## WHAT YOU NEED TO DO
Exact transcription begins at the first line of the material below and ends with the line holding "c.font = font"; pictures are skipped.

....................

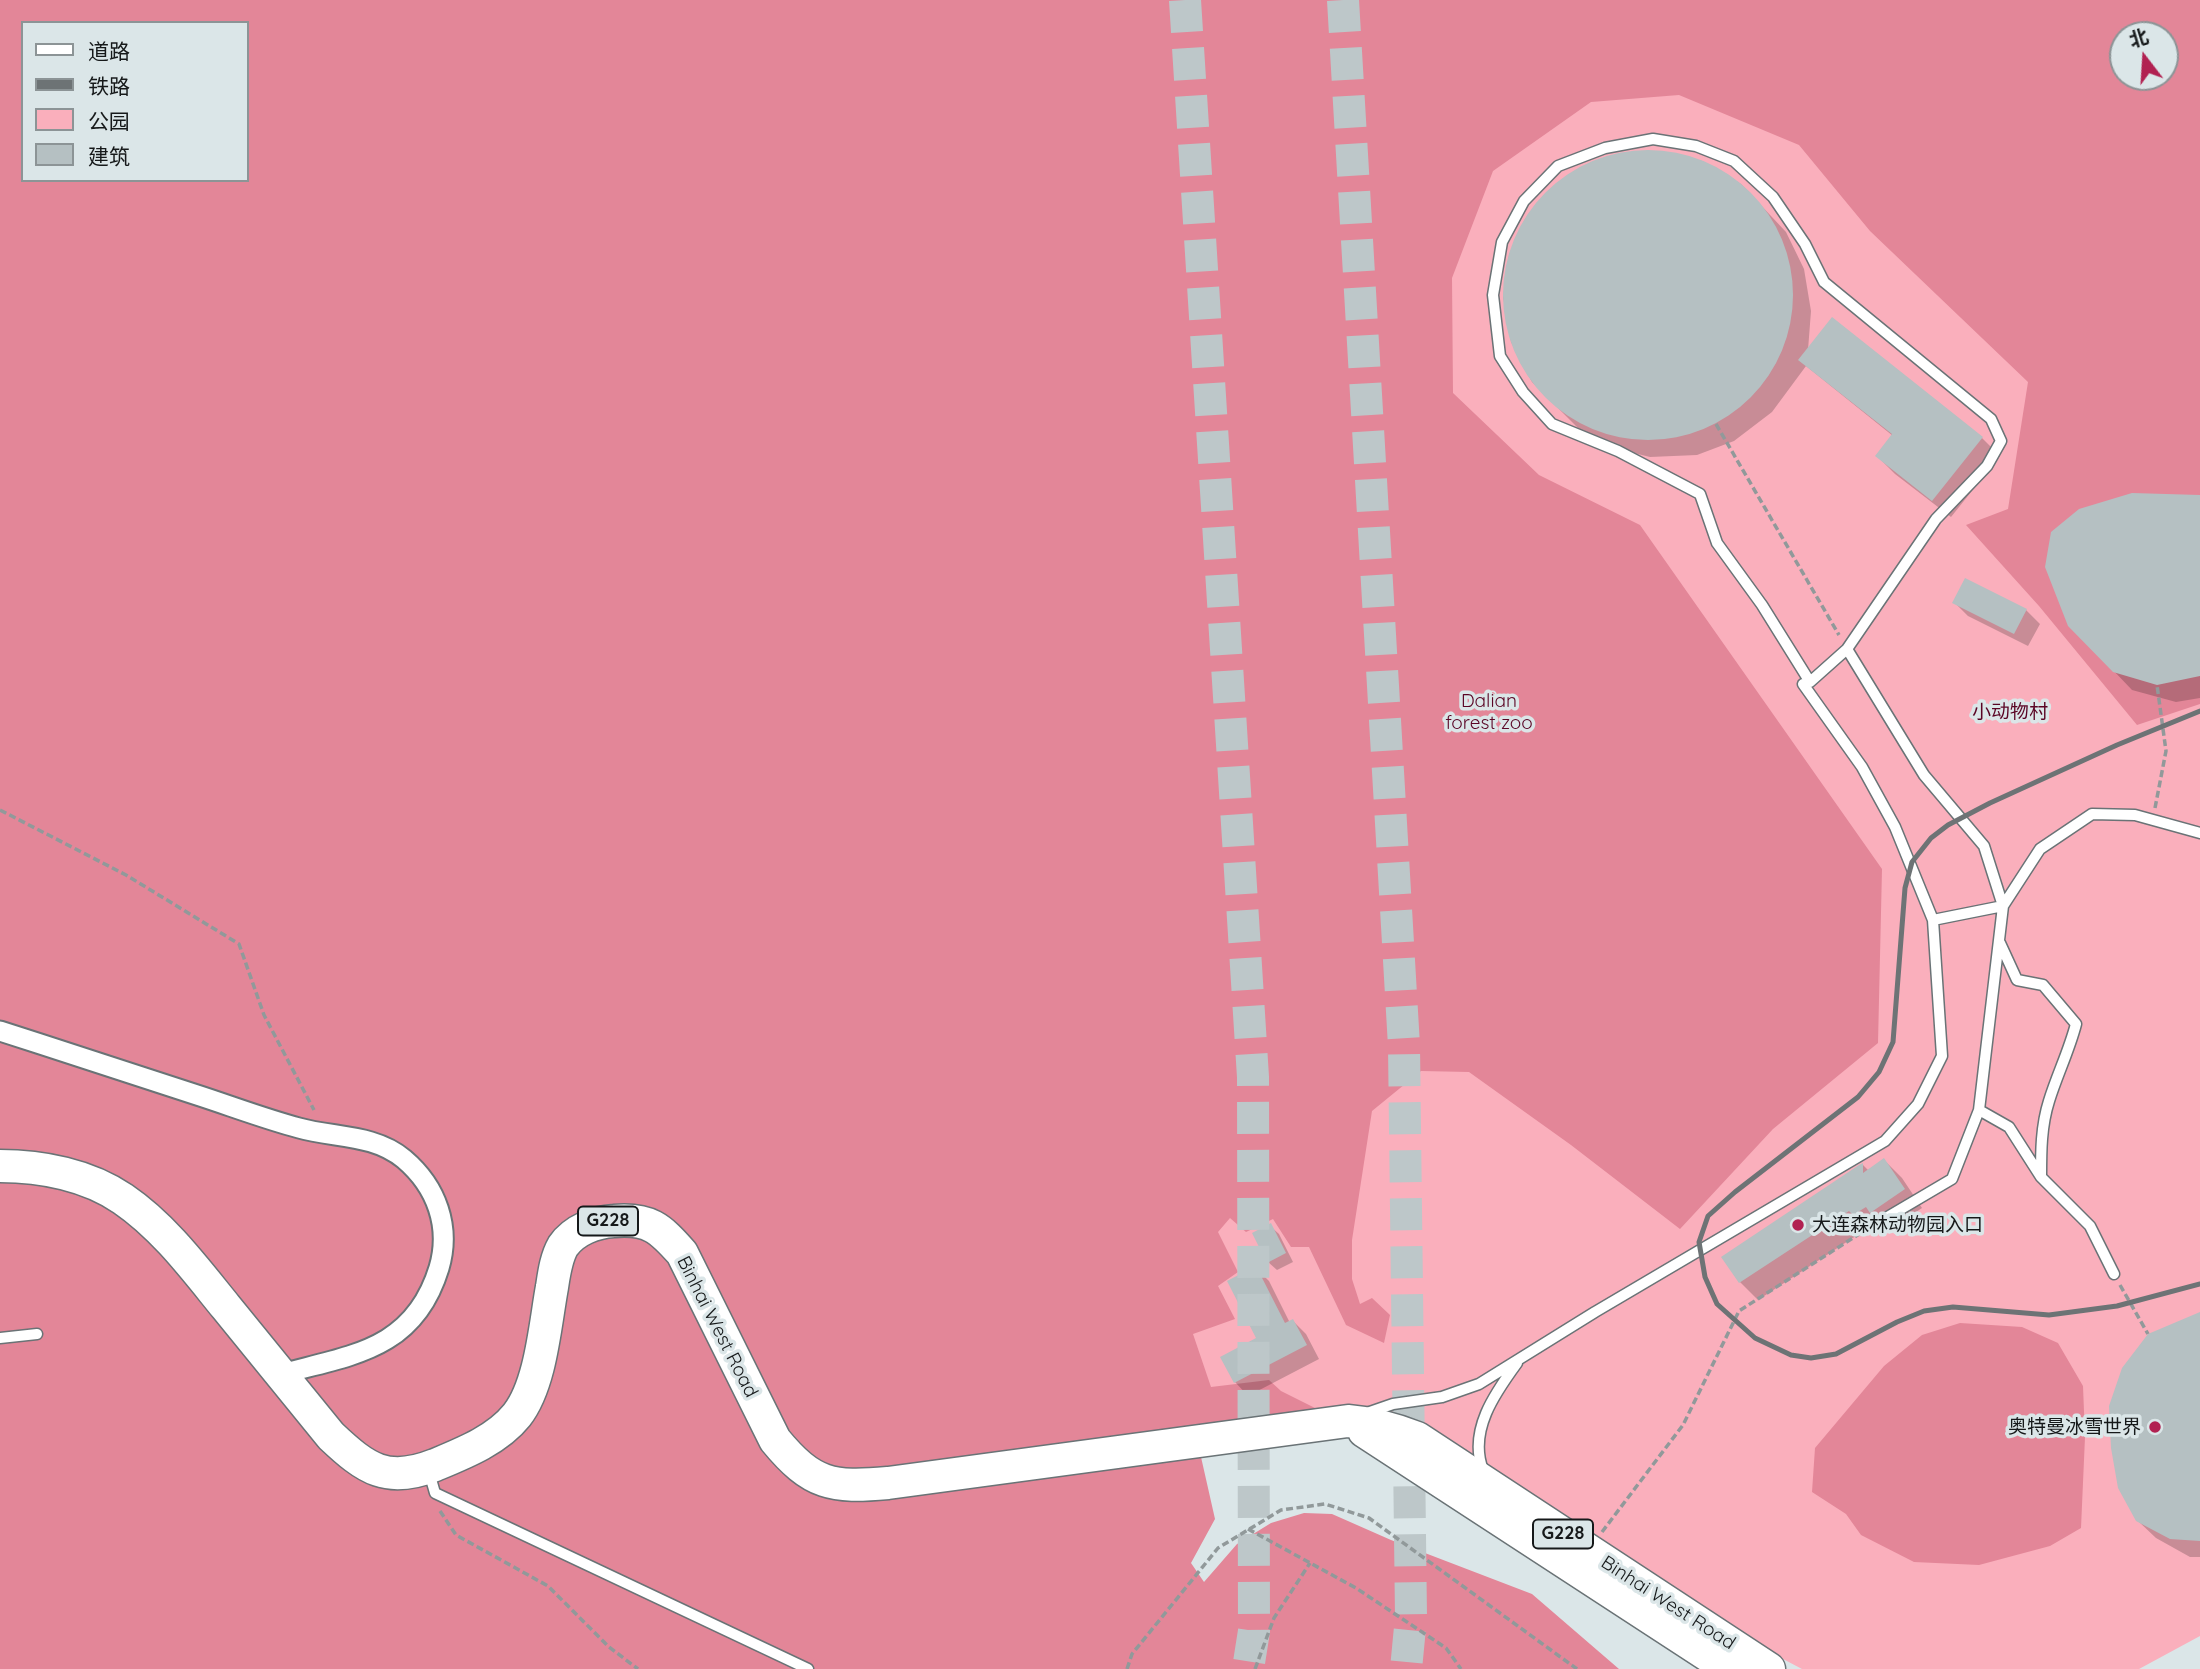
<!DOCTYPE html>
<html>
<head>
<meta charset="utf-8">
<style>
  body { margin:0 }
  #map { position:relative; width:2200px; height:1669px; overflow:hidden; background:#dbe6e8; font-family:Quicksand,"Noto Sans SC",sans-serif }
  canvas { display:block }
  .legend { position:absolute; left:21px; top:21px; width:228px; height:161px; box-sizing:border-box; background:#dbe6e8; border:2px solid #8c9496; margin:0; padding:9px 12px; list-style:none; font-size:21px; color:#16191a }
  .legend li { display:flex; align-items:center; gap:14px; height:35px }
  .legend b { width:35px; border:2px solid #8c9496 }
  .north { position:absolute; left:2109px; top:21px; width:70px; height:70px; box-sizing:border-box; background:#dbe6e8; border:2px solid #8c9496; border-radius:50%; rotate:343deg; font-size:19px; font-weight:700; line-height:28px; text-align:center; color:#16191a }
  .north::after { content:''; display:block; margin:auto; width:24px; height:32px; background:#b12151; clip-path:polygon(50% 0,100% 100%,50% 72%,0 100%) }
</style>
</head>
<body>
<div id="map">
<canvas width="2200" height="1669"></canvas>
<ul class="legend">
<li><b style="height:9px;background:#fff"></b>道路</li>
<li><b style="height:9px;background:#6d7375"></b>铁路</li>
<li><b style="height:19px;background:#faafbc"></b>公园</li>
<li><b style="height:19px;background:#b5c0c2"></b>建筑</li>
</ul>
<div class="north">北</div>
</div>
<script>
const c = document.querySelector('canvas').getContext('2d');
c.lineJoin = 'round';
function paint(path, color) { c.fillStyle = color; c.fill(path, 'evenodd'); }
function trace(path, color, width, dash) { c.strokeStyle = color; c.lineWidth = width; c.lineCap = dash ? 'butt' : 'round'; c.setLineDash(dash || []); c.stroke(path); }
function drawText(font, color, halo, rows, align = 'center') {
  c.font = font + ' Quicksand,"Noto Sans SC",sans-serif'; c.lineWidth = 7; c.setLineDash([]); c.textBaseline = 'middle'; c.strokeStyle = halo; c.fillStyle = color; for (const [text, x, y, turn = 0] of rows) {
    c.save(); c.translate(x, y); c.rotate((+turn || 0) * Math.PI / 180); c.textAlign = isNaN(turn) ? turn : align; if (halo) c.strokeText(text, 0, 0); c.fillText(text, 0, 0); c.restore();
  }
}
const green = new Path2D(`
  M0 0H2200V1636L2139 1669H1802L1271 1389 837 1454 11 1114ZM23 23H247V180H23ZM2123 35H2165V77H2123Z`);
const forest = new Path2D(`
  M0 0H2200V704L2137 725 2039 606 1966 525 2008 509 2028 382 1870 231 1799 145 1679 95 1591 102 1493 171 1452 278 1453 393 1539 475 1640 525 1882 869 1878 1043 1773 1129 1680 1229 1571 1145 1469 1072 1421 1071 1372 1111 1352 1240V1279L1360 1304 1372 1298 1390 1315 1384 1343 1346 1325 1309 1247H1291L1273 1219 1246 1232 1230 1218 1218 1232 1238 1272 1218 1286 1235 1319 1193 1334 1211 1387 1269 1380 1281 1391 1325 1413 1194 1426 1215 1519 1191 1563 1204 1582 1237 1544 1271 1523 1304 1513 1332 1514 1391 1540 1532 1594 1619 1669H0ZM23 23H247V180H23ZM2123 35H2165V77H2123Z
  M1960 1323 2022 1327 2058 1343 2083 1386 2085 1437 2081 1528 2050 1546 1979 1565 1914 1562 1861 1535 1846 1514 1812 1492 1815 1448 1884 1366 1922 1335Z`);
const shadow = new Path2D(`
  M1660 151 1702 161 1741 184 1786 232 1804 269 1811 311 1808 350 1982 438 2000 456 1951 517 1895 474 1877 456 1893 436 1806 366 1772 412 1734 441 1697 455 1650 457 1614 448 1578 428 1532 382 1511 342 1503 297 1509 255 1525 219 1549 190 1581 167 1612 156Z
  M2200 500V698L2176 702 2132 690 2070 625Z
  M1966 580 2026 610 2040 624 2028 646 1968 616 1954 602Z
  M1884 1160 1902 1178 1922 1208 1889 1230 1884 1224 1872 1232 1868 1228 1758 1300 1740 1282 1863 1165 1869 1171Z
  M1270 1226 1279 1234 1293 1262 1277 1270 1268 1262Z
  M1256 1268 1269 1281 1290 1323 1293 1321 1306 1334 1319 1359 1248 1396 1235 1382 1259 1339Z
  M2200 1314V1557H2190L2156 1538 2137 1520Z`);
const building = new Path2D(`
  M1503 295a145 145 0 1 1 290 0a145 145 0 1 1-290 0Z
  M1832 317 1983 437 1932 501 1875 456 1892 434 1798 360Z
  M2132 493 2200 495V676L2157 685 2113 672 2068 626 2045 567 2051 532 2079 509Z
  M1965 578 2027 609 2014 634 1952 603Z
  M1884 1158 1905 1189 1870 1213 1866 1207 1853 1215 1849 1211 1739 1283 1721 1257 1859 1165 1863 1163V1173Z
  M1271 1223 1286 1253 1267 1263 1252 1233Z
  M1256 1266 1285 1323 1293 1319 1307 1345 1234 1383 1220 1357 1256 1338 1227 1281Z
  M2200 1312V1541L2170 1539 2136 1521 2118 1488 2111 1448 2109 1406 2122 1368 2148 1334Z`);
const trunkTunnel = new Path2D(`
  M1185 0 1253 1077 1254 1631 1248 1669
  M1343 0 1404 1046 1411 1617 1406 1669`);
const path = new Path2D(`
  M1716 424 1839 635
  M2155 808 2166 751 2157 685
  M0 810 126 875 239 944 264 1015 314 1110
  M2120 1285 2148 1334
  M440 1511 456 1535 548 1586 609 1647 638 1669
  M1248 1529 1356 1588 1446 1648 1461 1669
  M1602 1532 1683 1425 1739 1311 1867 1229
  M1127 1669 1132 1654 1218 1548 1281 1510 1325 1504 1369 1518 1577 1669
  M1255 1669 1274 1618 1310 1563`);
const service = new Path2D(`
  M1653 139 1696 146 1734 161 1773 197 1805 244 1824 282 1991 419 2001 441 1987 466 1936 519 1847 649 1810 682 1762 605 1717 543 1700 494 1618 451 1552 424 1523 392 1500 356 1493 295 1502 242 1524 201 1558 166 1605 148Z
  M1803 684 1862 767 1895 827 1933 920
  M2000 943 2017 980 2043 985 2076 1024C2069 1051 2057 1075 2049 1101 2041 1126 2041 1152 2041 1177
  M1979 1110 2009 1127 2041 1177 2090 1226 2114 1274
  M1879 1222 1952 1179 1979 1110 2003 906 2040 849 2092 814 2135 815 2200 833
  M0 1338 37 1334
  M1367 1413 1393 1404 1442 1397 1479 1384 1595 1312 1885 1141 1918 1104 1942 1056 1933 920 2003 906 1984 846 1924 775 1847 649
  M1483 1470C1468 1431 1495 1393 1517 1363
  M429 1472 435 1493 808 1669`);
const minor = new Path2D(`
  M0 1031C66 1052 132 1074 197 1095 231 1106 265 1119 299 1128 335 1138 374 1134 404 1159 437 1187 451 1227 439 1268 414 1350 352 1355 281 1374`);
const trunk = new Path2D(`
  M0 1166C42 1166 88 1175 123 1199 164 1227 195 1269 226 1307 261 1350 296 1393 331 1436 366 1469 387 1484 435 1465 464 1453 497 1440 517 1415 541 1384 545 1325 552 1287 554 1274 556 1258 563 1246 574 1230 595 1222 614 1221 649 1218 660 1228 682 1253L775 1440C812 1485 832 1488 888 1483L1348 1421C1373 1423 1394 1429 1417 1438L1769 1669
  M1364 1431 1729 1669`);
const rail = new Path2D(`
  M2200 711 2117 745 1990 803 1948 825 1931 838 1912 862 1905 888 1893 1042 1879 1072 1858 1097 1735 1192 1708 1216 1699 1242 1705 1277 1717 1304 1755 1338 1791 1355 1811 1358 1836 1354 1897 1322 1924 1311 1953 1307 2049 1315 2117 1306 2200 1284`);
const markers = [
  [1798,1225,7,"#b12151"],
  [2155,1427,7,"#b12151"]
];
const shields = [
  [608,1221,60],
  [1563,1534,60]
];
const shieldNames = [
  ["G228",608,1221],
  ["G228",1563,1534]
];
const parkNames = [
  ["Dalian",1489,701],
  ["forest zoo",1489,723],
  ["小动物村",2010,712]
];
const poiNames = [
  ["大连森林动物园入口",1812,1225],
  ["奥特曼冰雪世界",2141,1427,"right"]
];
const streetNames = [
  ["Binhai West Road",717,1327,63],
  ["Binhai West Road",1668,1603,33]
];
paint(green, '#faafbc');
paint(forest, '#e38698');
paint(shadow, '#0003');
paint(building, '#b5c0c2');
trace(trunkTunnel, '#bdc7c9', 32, [32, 16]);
trace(service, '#6a7376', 13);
trace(minor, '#6a7376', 23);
trace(trunk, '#6a7376', 35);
trace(path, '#91999a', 3.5, [7, 3.5]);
trace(service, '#fff', 10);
trace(minor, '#fff', 19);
trace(trunk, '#fff', 32);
trace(rail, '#6d7375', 5);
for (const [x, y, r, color] of markers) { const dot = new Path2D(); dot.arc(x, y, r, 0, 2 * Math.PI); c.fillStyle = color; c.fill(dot); trace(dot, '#dbe6e8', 2.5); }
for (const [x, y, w] of shields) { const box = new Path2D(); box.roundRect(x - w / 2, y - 14.5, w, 29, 5); c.fillStyle = '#dbe6e8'; c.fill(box); trace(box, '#16191a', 2); }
drawText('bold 18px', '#16191a', null, shieldNames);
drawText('19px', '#5a0424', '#dbe6e8', parkNames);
drawText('19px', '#16191a', '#dbe6e8', poiNames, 'left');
drawText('19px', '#16191a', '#dbe6e8', streetNames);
</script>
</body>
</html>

....................

## ANSWER SECTION
<!DOCTYPE html>
<html>
<head>
<meta charset="utf-8">
<style>
  body { margin:0 }
  #map { position:relative; width:2200px; height:1669px; overflow:hidden; background:#dbe6e8; font-family:Quicksand,"Noto Sans SC",sans-serif }
  canvas { display:block }
  .legend { position:absolute; left:21px; top:21px; width:228px; height:161px; box-sizing:border-box; background:#dbe6e8; border:2px solid #8c9496; margin:0; padding:9px 12px; list-style:none; font-size:21px; color:#16191a }
  .legend li { display:flex; align-items:center; gap:14px; height:35px }
  .legend b { width:35px; border:2px solid #8c9496 }
  .north { position:absolute; left:2109px; top:21px; width:70px; height:70px; box-sizing:border-box; background:#dbe6e8; border:2px solid #8c9496; border-radius:50%; rotate:343deg; font-size:19px; font-weight:700; line-height:28px; text-align:center; color:#16191a }
  .north::after { content:''; display:block; margin:auto; width:24px; height:32px; background:#b12151; clip-path:polygon(50% 0,100% 100%,50% 72%,0 100%) }
</style>
</head>
<body>
<div id="map">
<canvas width="2200" height="1669"></canvas>
<ul class="legend">
<li><b style="height:9px;background:#fff"></b>道路</li>
<li><b style="height:9px;background:#6d7375"></b>铁路</li>
<li><b style="height:19px;background:#faafbc"></b>公园</li>
<li><b style="height:19px;background:#b5c0c2"></b>建筑</li>
</ul>
<div class="north">北</div>
</div>
<script>
const c = document.querySelector('canvas').getContext('2d');
c.lineJoin = 'round';
function paint(path, color) { c.fillStyle = color; c.fill(path, 'evenodd'); }
function trace(path, color, width, dash) { c.strokeStyle = color; c.lineWidth = width; c.lineCap = dash ? 'butt' : 'round'; c.setLineDash(dash || []); c.stroke(path); }
function drawText(font, color, halo, rows, align = 'center') {
  c.font = font + ' Quicksand,"Noto Sans SC",sans-serif'; c.lineWidth = 7; c.setLineDash([]); c.textBaseline = 'middle'; c.strokeStyle = halo; c.fillStyle = color; for (const [text, x, y, turn = 0] of rows) {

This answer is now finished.